*** Opening of Dataset entries ***

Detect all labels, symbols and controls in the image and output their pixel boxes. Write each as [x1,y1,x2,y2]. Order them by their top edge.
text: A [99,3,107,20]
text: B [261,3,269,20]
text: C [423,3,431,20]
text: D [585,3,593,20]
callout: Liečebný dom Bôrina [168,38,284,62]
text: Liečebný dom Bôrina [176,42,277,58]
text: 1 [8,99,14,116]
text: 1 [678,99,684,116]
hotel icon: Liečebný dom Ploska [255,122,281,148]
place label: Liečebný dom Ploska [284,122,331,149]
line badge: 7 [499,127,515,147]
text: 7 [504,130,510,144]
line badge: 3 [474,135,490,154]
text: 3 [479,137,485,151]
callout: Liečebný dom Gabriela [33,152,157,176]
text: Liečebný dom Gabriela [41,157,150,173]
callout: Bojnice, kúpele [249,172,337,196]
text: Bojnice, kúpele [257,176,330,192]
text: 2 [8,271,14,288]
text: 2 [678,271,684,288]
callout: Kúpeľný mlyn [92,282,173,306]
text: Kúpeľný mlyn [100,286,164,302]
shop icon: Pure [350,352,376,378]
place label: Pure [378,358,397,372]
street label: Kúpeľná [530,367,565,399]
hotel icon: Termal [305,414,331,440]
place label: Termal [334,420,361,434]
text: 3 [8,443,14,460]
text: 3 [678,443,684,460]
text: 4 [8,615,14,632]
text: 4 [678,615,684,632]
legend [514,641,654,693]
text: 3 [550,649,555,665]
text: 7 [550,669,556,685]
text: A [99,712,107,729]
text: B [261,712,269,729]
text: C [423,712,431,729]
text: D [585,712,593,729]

*** Close of Dataset entries ***

Instructions for the task: Quote every entry exactly.

Task solution:
Detect all labels, symbols and controls in the image and output their pixel boxes. Write each as [x1,y1,x2,y2]. Order them by their top edge.
text: A [99,3,107,20]
text: B [261,3,269,20]
text: C [423,3,431,20]
text: D [585,3,593,20]
callout: Liečebný dom Bôrina [168,38,284,62]
text: Liečebný dom Bôrina [176,42,277,58]
text: 1 [8,99,14,116]
text: 1 [678,99,684,116]
hotel icon: Liečebný dom Ploska [255,122,281,148]
place label: Liečebný dom Ploska [284,122,331,149]
line badge: 7 [499,127,515,147]
text: 7 [504,130,510,144]
line badge: 3 [474,135,490,154]
text: 3 [479,137,485,151]
callout: Liečebný dom Gabriela [33,152,157,176]
text: Liečebný dom Gabriela [41,157,150,173]
callout: Bojnice, kúpele [249,172,337,196]
text: Bojnice, kúpele [257,176,330,192]
text: 2 [8,271,14,288]
text: 2 [678,271,684,288]
callout: Kúpeľný mlyn [92,282,173,306]
text: Kúpeľný mlyn [100,286,164,302]
shop icon: Pure [350,352,376,378]
place label: Pure [378,358,397,372]
street label: Kúpeľná [530,367,565,399]
hotel icon: Termal [305,414,331,440]
place label: Termal [334,420,361,434]
text: 3 [8,443,14,460]
text: 3 [678,443,684,460]
text: 4 [8,615,14,632]
text: 4 [678,615,684,632]
legend [514,641,654,693]
text: 3 [550,649,555,665]
text: 7 [550,669,556,685]
text: A [99,712,107,729]
text: B [261,712,269,729]
text: C [423,712,431,729]
text: D [585,712,593,729]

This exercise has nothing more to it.